On Tue, 16 Dec 2003 06:34:09 -0600, "Bob Peterson"
wrote:


"Robert Sturgeon" wrote in message
news
On Tue, 16 Dec 2003 03:08:42 GMT,
(Richard A. Lewis) wrote:

"Bob Peterson" wrote:


"Andrew Ostrander" wrote in message
...
But isn't it possible to grow oil-producing plants, like peanuts or
sunflowers or canola, and get calory-rich oils from them?

maybe. but wouldn't it be muich simpler to just grow some pigs and

cows?

Animals can be seen as basically nothing more than calorie
accumulators in that their one real function is to eat massive amounts
of relatively low cal fodder and process/condense it into high cal
food for you with, hopefully, as little of your time as possible
invested. Wild animals are as close to perfect as you can get for the
role since you have nothing invested except a hunting trip.
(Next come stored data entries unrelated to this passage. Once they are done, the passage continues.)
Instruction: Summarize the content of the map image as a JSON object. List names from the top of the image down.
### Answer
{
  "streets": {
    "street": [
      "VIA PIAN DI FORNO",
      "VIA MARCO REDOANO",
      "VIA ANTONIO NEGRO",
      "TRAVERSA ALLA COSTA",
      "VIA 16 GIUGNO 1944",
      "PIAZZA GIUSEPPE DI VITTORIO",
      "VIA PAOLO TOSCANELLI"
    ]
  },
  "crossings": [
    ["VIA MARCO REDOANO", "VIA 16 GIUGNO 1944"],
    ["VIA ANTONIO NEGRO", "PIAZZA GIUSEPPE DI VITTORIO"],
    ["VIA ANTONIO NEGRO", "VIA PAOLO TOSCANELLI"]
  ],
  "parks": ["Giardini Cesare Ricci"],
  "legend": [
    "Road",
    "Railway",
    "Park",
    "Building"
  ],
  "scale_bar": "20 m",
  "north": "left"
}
Anything
else, domesticated livestock and such, starts to force a tradeoff in
terms of the total cals spent obtaining the cals vs how much they
return.


Both herding and hunting are trade-offs. Herding vastly
increases your chances of finding the animal you're
"hunting," as well as allowing you to use the animal's milk
- at the cost of additional calories spent doing the
herding. The question is - do you spend fewer calories
hunting (in which case you may come up empty handed) or more
calories herding? The historic evidence seems to favor
herding.

The same holds true for vegetable oils/nuts etc.

Grains are another great example. In theory, they provide lots of
concentrated cals in a very dense food that seems to be perfect. In
reality, they take so much extra time and effort to process them into
food that they lose much of their advantage. One can easily say "I'll
simply eat three loaves of bread a day" and it sounds logical....but
that would be dismissing the 600 cals per loaf work that it took to
get that bread to your table.


It only takes 600 calories (assumning that is correct) if
there is no division of labor. It certainly doesn't take
600 calories to put a loaf of bread on a modern American's
table.


I'd be willing to bet you are wrong there. Modern agriculture uses an
enormous amount of energy.

I'm not talking about diesel fuel or electricity. I'm
talking about human energy expended.

(rest snipped)

Robert Sturgeon,
proud member of the vast right wing conspiracy
and the evil gun culture.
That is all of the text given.